Dear Editor,

In March 1998, as the then RSIP Commissioner of Police,I was invited to address a multi-national gathering of senior military officers at a Pacific Armies Management Seminar (PAMS) in Manila, Philippines, when I outlined what I perceived to be the threats to the internal security situation in the Solomon Islands.

I again referred to the threats when I presented evidence during the Solomon Islands and Australia Mutual Aid talks with Australian Defence officials at the Honiara Mendana Hotel in May 1998. (Interestingly, the same, basic, facts used for the intervention of RAMSI in 2003).
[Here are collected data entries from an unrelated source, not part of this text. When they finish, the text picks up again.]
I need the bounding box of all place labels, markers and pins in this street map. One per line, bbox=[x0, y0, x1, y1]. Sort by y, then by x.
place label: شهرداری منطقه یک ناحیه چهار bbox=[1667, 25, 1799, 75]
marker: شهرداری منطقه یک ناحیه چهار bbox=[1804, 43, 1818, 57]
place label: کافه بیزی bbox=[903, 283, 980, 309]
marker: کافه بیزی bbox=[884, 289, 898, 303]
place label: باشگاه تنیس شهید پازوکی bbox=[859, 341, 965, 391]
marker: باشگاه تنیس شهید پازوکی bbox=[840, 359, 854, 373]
The threats focused on the prevailing social conditions in the Honiara settlements and the need for Government action in addressing its policing obligations, given the run-down state of the Royal Solomon Islands Police, particularly, the shortgages in manpower, resources, facilities and equipment.

I also spoke, on both occasions, of the likely threats of future criminal activities including housebreaking and theft, substance abuse, vandalism, unlawful assembly, looting, rioting and even the potential for transnational crime, given the widescale urban drift, unemployment and an underprivileged social class.
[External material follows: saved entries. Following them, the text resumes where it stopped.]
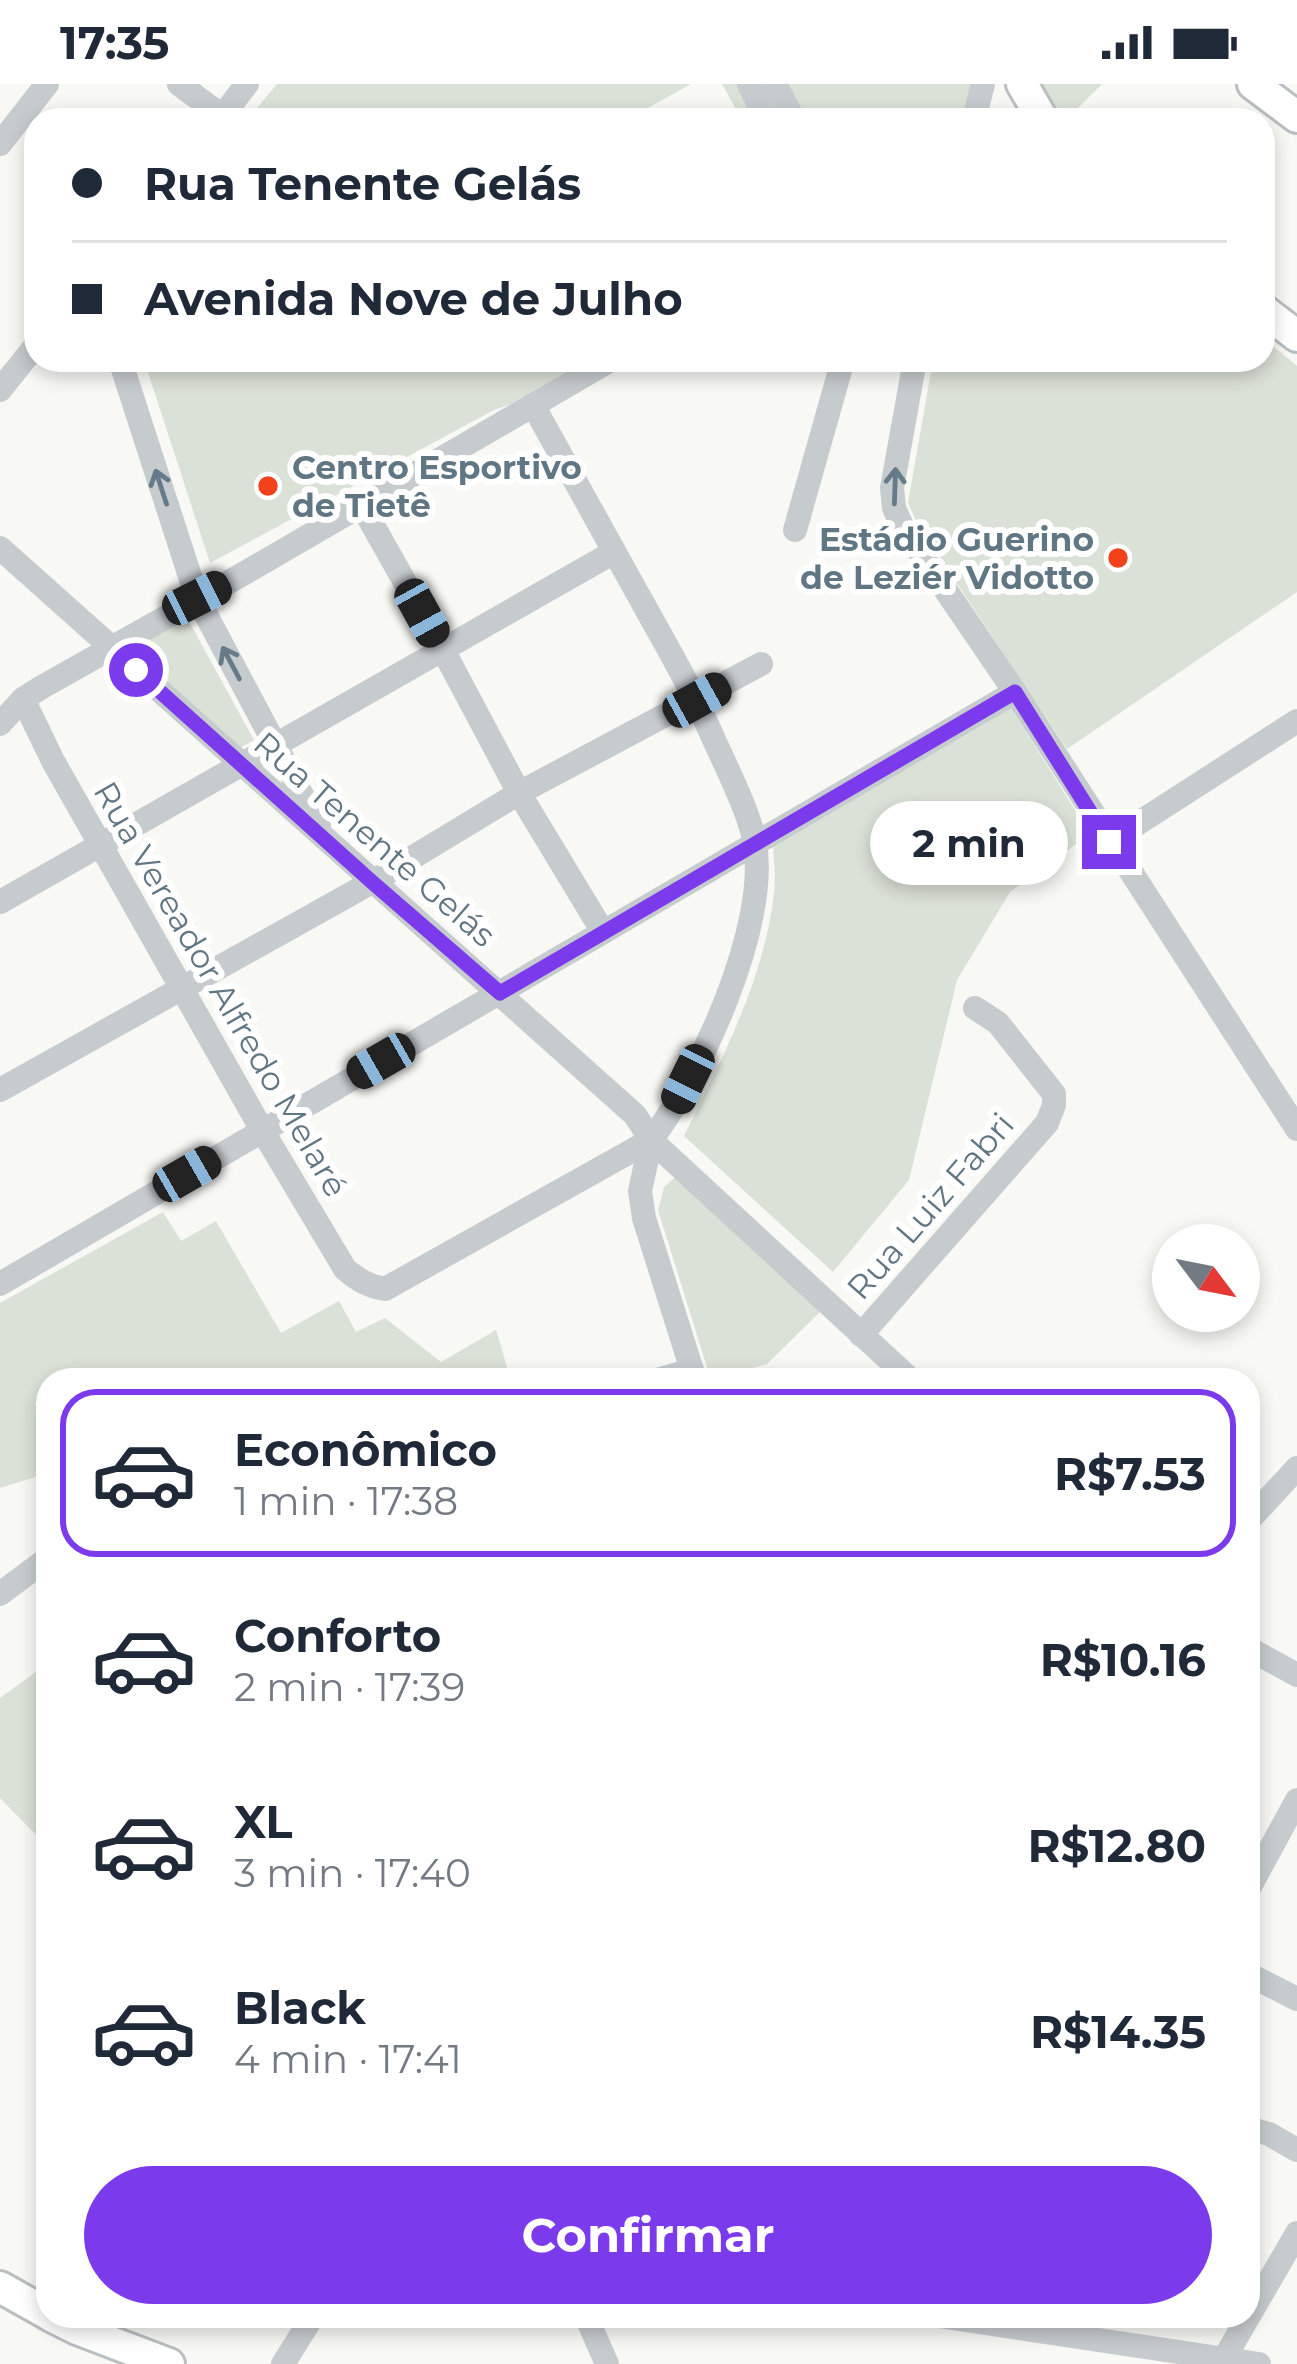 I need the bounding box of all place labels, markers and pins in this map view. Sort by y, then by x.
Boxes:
place label: Centro Esportivo de Tietê [292,447,582,525]
marker: Centro Esportivo de Tietê [255,473,281,499]
place label: Estádio Guerino de Leziér Vidotto [800,519,1094,597]
marker: Estádio Guerino de Leziér Vidotto [1105,545,1131,571]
It is sad to reflect that given all my early warnings, the Solomon Islands suffered the tragic, wasted years of the inter-island ethnic violence and the outcome of the 2006 April riot report merely paints a more depressing picture of the decline in social standards in the Honiara urban settlements with the threat of rioting re-occuring in the future.

I supported the call for a Commission of Inquiry into the causes of the 2006 riots and I take no comfort from the fact that the police services were found to have been ill-prepared. The senior local officers of the RSIP were aware of the standard laid down procedure for dealing with potential hostilities and it is surprising to me that in the latest RSIP media release the police spokesperson said, "These riots in Honiara in April 2006, the acts of violence - people throwing rocks, arson and other damage in the Chinatown business district - shocked us all."
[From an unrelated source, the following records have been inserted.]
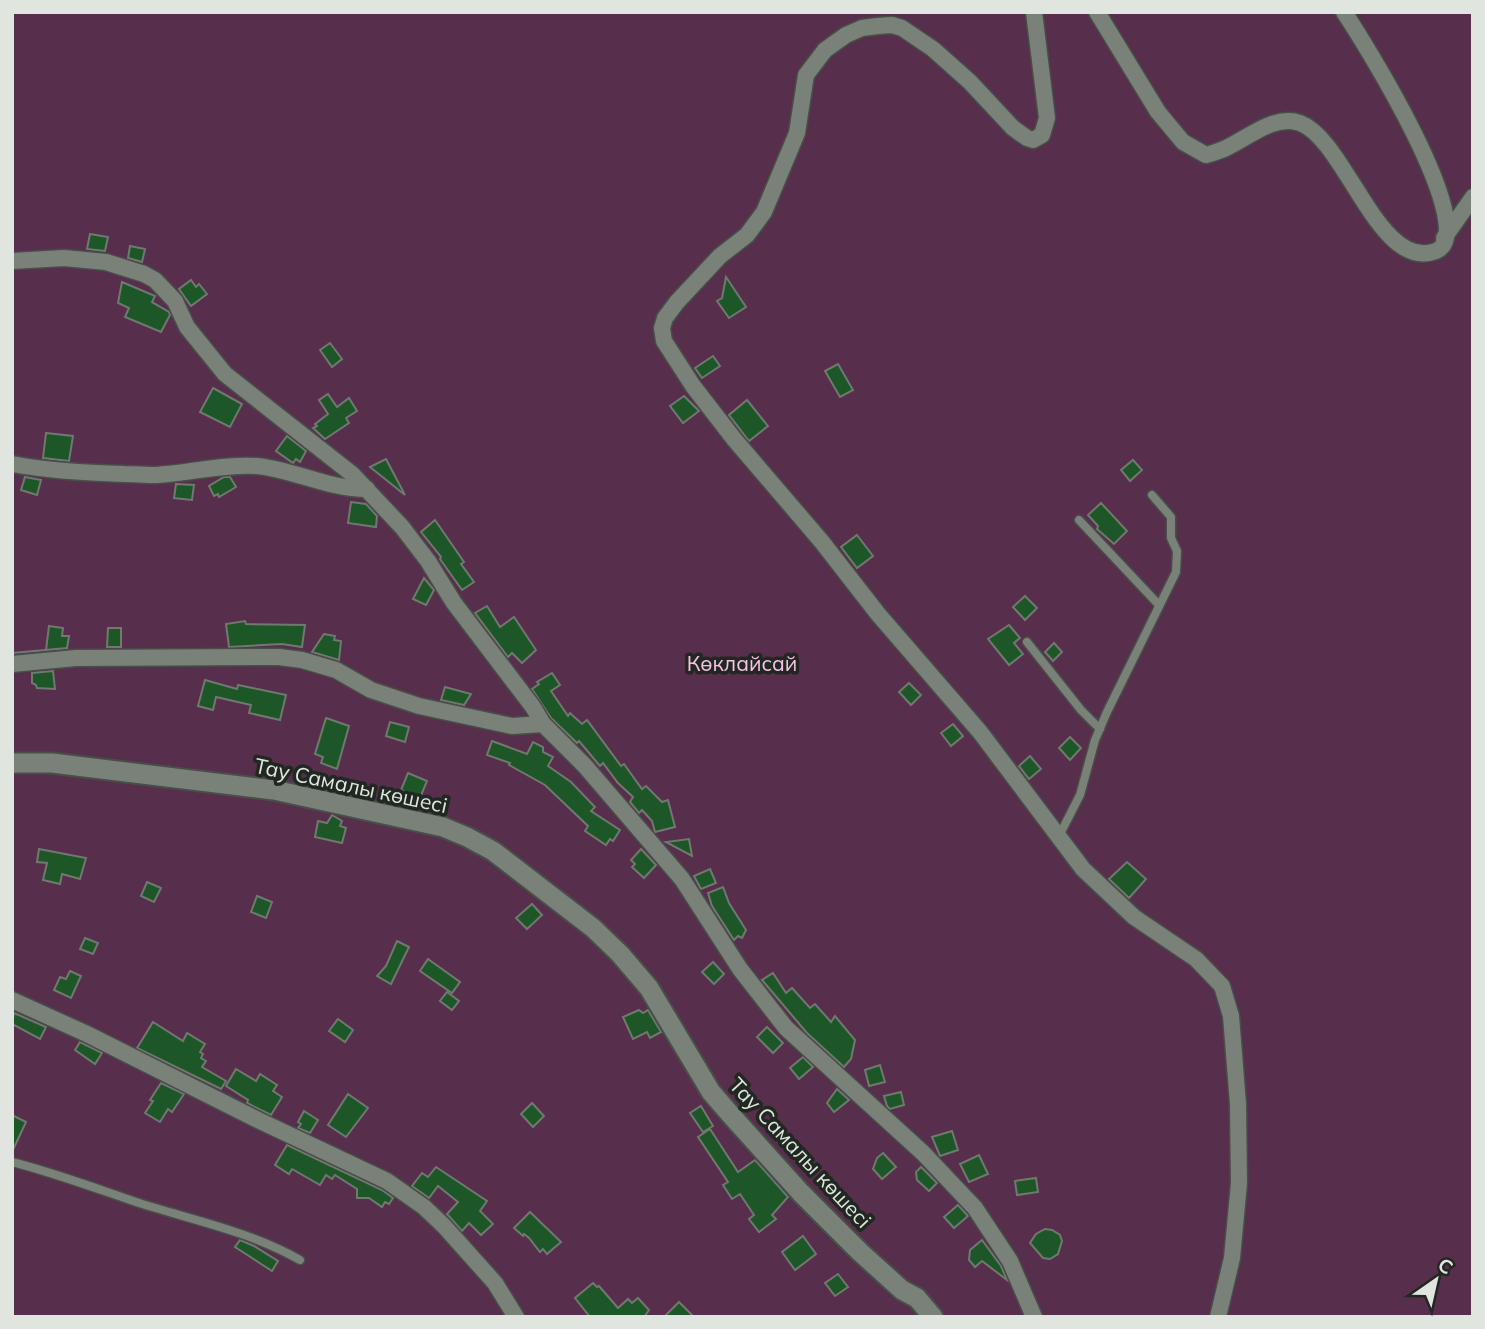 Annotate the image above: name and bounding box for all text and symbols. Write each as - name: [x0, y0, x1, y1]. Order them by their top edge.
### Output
- park label: Көклайсай: [687, 650, 797, 676]
- street label: Тау Самалы көшесі: [253, 752, 450, 818]
- street label: Тау Самалы көшесі: [724, 1072, 877, 1233]
- north arrow: [1401, 1245, 1471, 1315]
- text: С: [1433, 1252, 1458, 1279]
It was, unfortunately, a common practice for such acts to occur during disturbances in Honiara, especially during crowd disturbances at football matches, over disputed court cases and over land disputes, as well as at settlements on the outskirts of Honiara.

The Royal Solomon Islands Police Force is now said to be better equipped and trained to deal with future trouble and this is welcomed, but it has come at the expense of years of hostilities which divided a nation, the intervention of RAMSI and a Commission of Inquiry with a predictable outcome.